The canonical LoRA recipes live under examples/lora/ in the miles repo:
  • examples/lora/run-qwen2.5-0.5B-megatron-lora.sh — small dense model, single GPU.
  • examples/lora/run-qwen3-4B-megatron-lora.sh — Qwen3-4B, RL with LoRA.
  • examples/lora/run-gpt-oss-20B-megatron-moe-lora.sh — MoE example.

Key flags

FlagPurpose
--lora-rankLoRA rank. Typical values: 8, 16, 32, 64.
--lora-alphaLoRA alpha. Usually 2 x rank.
--lora-dropoutDropout on the LoRA path. Set to 0.0 for RL training.
--lora-typeLoRA variant: lora (merged QKV / gated-MLP) or canonical_lora (split Q / K / V). Default lora.
--target-modulesWhich linear layers receive adapters.
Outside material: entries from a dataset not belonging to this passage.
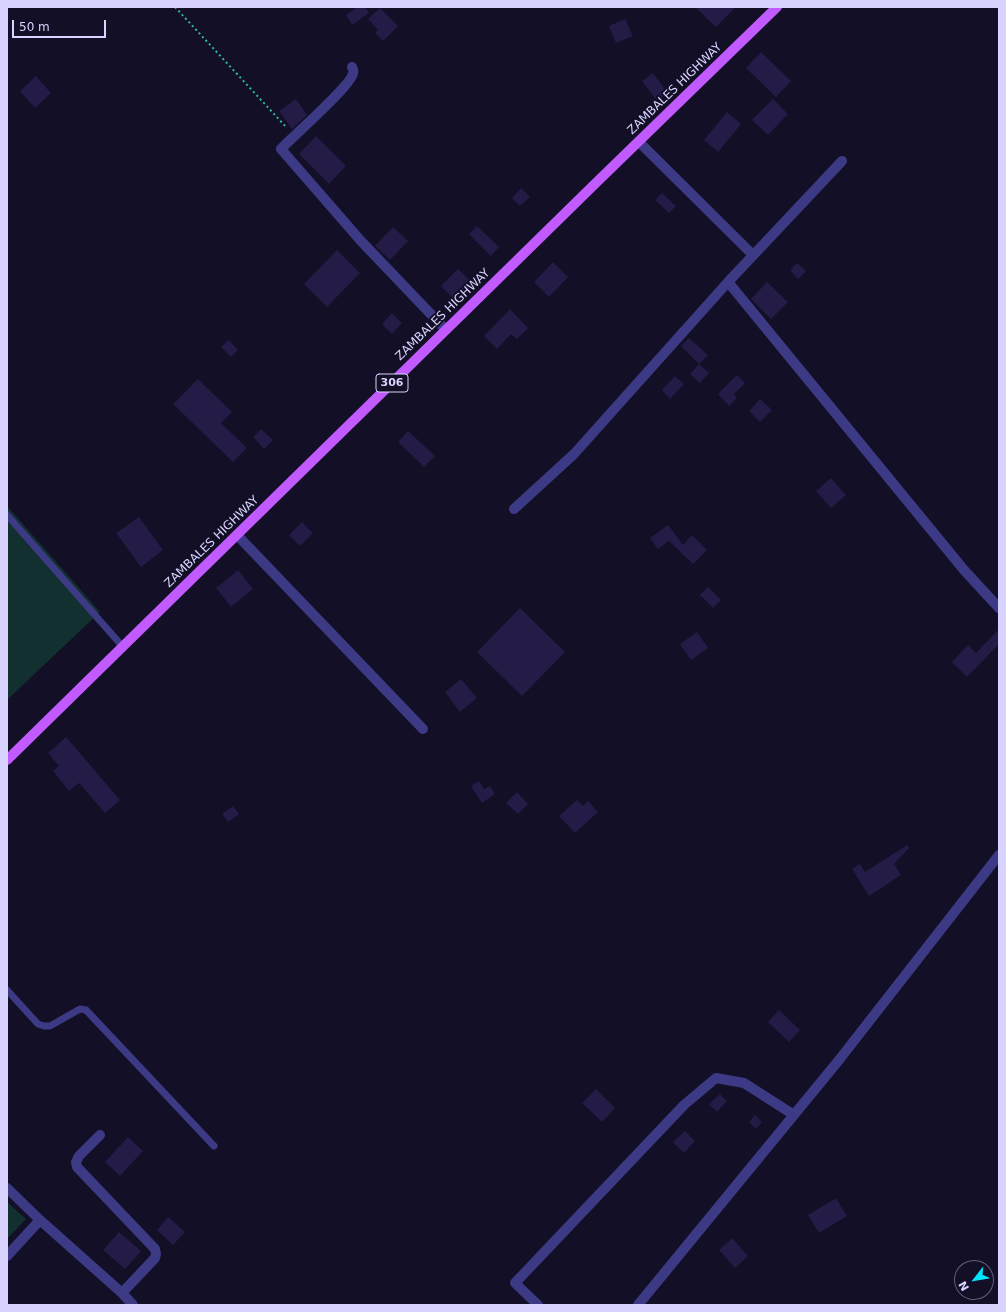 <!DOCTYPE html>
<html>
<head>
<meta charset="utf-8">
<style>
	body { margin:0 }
	#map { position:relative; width:1006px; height:1312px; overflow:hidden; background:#130f26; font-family:"DejaVu Sans",sans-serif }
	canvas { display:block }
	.frame { position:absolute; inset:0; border:8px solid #d9d4ff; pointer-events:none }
	.north { position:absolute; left:954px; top:1260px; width:40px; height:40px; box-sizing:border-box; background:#130f26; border:1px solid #625e7d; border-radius:50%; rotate:239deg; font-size:11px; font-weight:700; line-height:16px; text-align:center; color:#d9d4ff }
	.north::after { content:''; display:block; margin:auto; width:14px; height:18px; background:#00e5ff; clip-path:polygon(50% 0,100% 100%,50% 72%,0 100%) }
	.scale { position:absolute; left:12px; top:20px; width:94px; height:18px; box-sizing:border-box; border:2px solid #d9d4ff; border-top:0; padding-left:5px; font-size:12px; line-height:14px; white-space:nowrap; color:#d9d4ff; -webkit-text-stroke:3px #130f26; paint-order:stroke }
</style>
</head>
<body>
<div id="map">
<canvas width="1006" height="1312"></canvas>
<div class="frame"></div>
<div class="north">N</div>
<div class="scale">50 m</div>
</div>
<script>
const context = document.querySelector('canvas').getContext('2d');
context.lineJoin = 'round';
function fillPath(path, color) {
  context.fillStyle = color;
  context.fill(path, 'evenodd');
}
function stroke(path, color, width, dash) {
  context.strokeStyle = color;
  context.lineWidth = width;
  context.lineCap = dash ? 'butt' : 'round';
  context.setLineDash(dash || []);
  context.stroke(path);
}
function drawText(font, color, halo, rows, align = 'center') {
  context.font = font + ' "DejaVu Sans",sans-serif';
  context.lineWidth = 4;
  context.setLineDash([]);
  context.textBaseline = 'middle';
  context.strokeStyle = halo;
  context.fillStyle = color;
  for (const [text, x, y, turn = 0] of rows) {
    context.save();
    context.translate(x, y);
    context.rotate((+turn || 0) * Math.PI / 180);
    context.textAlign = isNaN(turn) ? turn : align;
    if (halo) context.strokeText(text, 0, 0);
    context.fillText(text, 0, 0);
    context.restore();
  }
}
const green = new Path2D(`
	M7 506 100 612 7 700Z
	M7 1202 26 1219 7 1239Z`);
const building = new Path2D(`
	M357 7H365L369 13 352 25 346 15Z
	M695 7H736L716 27Z
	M380 8 398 26 383 41 375 33 378 30 368 19Z
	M625 19 633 36 616 43 609 26Z
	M761 52 791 81 776 97 746 68Z
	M653 73 668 93 657 101 642 81Z
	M36 76 51 93 35 108 20 91Z
	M296 99 307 115 292 129 279 111Z
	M773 99 788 114 768 135 752 120Z
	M727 112 741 124 718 152 704 140Z
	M316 136 346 166 329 184 299 154Z
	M521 188 530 197 520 206 512 198Z
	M662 193 676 206 669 213 655 200Z
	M477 226 499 247 491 256 469 234Z
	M393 227 408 241 390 260 375 246Z
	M337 250 360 273 327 307 304 284Z
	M553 262 568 277 549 297 534 282Z
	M797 263 806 271 798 279 790 270Z
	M458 269 472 282 455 300 441 286Z
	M767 282 788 302 771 319 751 299Z
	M510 309 528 328 517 339 511 334 497 349 484 336Z
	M392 313 402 323 392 334 382 324Z
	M689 338 708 355 699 364 681 346Z
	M229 340 238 350 231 357 221 347Z
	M699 364 709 373 700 383 690 374Z
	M737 375 745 383 734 394 737 398 729 406 718 394Z
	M675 376 684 384 670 399 662 390Z
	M198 379 232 412 221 423 247 448 233 462 173 404Z
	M760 399 772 410 760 422 749 411Z
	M261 429 273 440 264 449 253 437Z
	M408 431 435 456 424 467 398 442Z
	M831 478 846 495 831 508 816 491Z
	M139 517 163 550 141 567 116 533Z
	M302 522 313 533 300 546 289 535Z
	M668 525 683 545 692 535 707 550 693 564 669 541 658 549 650 538Z
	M238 570 253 589 231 607 216 588Z
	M708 587 721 600 713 608 700 595Z
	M520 608 565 652 522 696 477 652Z
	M999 629V644L967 677 952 662 968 645 976 653Z
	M697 632 708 648 691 660 680 644Z
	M461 679 477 698 460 712 445 692Z
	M66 737 120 800 105 813 79 783 69 791 53 771 59 766 48 753Z
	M479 781 484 789 490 786 495 794 482 803 471 786Z
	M517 792 528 804 518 814 506 803Z
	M577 800 583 806 588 801 598 812 575 833 559 816Z
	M233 806 239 814 228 822 222 814Z
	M907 845 909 848 894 864 901 875 869 896 852 869 860 864 865 872Z
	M779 1010 800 1030 789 1042 768 1022Z
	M596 1089 615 1108 602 1122 582 1103Z
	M720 1094 727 1101 717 1112 709 1104Z
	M755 1115 762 1122 756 1129 749 1122Z
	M685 1131 695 1141 684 1153 673 1142Z
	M128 1137 143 1151 120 1176 105 1162Z
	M836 1198 847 1216 819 1233 808 1215Z
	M168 1217 185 1232 173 1245 157 1230Z
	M119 1232 141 1251 125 1269 103 1250Z
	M732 1238 748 1256 735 1268 719 1250Z`);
const path = new Path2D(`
	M175 7 287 128`);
const service = new Path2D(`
	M7 515 123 647
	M7 990 38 1024 44 1026H50L80 1009 86 1010 214 1146`);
const minor = new Path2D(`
	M352 67C353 69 354 71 353 73 352 85 292 137 281 149L361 241 446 330
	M639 142 753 255
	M728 282 964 570 999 608
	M514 509 574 454 728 282 842 161
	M237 535 423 729
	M100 1135 79 1156 76 1162 77 1167 155 1249 156 1254 155 1258 122 1293
	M7 1188 40 1220 122 1293 133 1305
	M7 1256 40 1220
	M538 1305 515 1283 684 1105 716 1078 744 1083 794 1115
	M638 1305 839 1060 999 855`);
const primary = new Path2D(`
	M7 760 602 177 777 7`);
const shields = [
	[392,383,32]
];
const shieldNames = [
	["306",392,383]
];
const streetNames = [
	["ZAMBALES HIGHWAY",675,89,-44],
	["ZAMBALES HIGHWAY",443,315,-44],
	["ZAMBALES HIGHWAY",212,542,-44]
];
fillPath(green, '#12302f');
fillPath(building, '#241b47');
stroke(path, '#2fb8b0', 2, [2, 3]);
stroke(service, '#3d3a85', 7);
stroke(minor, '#3d3a85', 10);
stroke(primary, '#c25bff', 10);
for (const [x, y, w] of shields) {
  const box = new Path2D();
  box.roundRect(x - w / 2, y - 9, w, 18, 3);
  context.fillStyle = '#130f26';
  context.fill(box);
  stroke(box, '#d9d4ff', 1);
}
drawText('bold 11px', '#d9d4ff', null, shieldNames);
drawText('12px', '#d9d4ff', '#130f26', streetNames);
</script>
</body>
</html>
Required when --lora-rank > 0. Accepts all-linear or a comma-separated list (HF names like q_proj,k_proj,v_proj,o_proj or Megatron names like linear_qkv,linear_proj).
--exclude-modulesComma-separated names to subtract from --target-modules.
--lora-adapter-pathPath to a pre-trained adapter to resume from.
--lora-sync-from-tensorSync adapter weights to SGLang via in-memory tensors instead of a file round-trip.
Two existing arguments are easy to miss when configuring LoRA:
  • --megatron-to-hf-mode bridge is required. The LoRA path goes through Megatron-Bridge’s PEFT integration; the default raw converter does not understand LoRA layers.
  • --colocate is required. Distributed (PD-disaggregated) rollout with LoRA is not supported today.

MoE

For MoE models, attach LoRA to the FFN expert projections and switch the SGLang LoRA backend to triton:
LORA_ARGS=(
   --lora-rank 32
   --lora-alpha 32
   --lora-dropout 0.0
   --target-modules "gate_proj,up_proj,down_proj"
   --sglang-lora-backend triton  # required for MoE LoRA
   --megatron-to-hf-mode bridge
)
The default SGLang LoRA backend skips MoE layers and logs Current LoRA backend does not support LoRA on MoE layers; skipping MoE layer, which means the expert adapters get silently dropped at inference time. The GPT-OSS-20B example launcher sets --sglang-lora-backend triton for this reason.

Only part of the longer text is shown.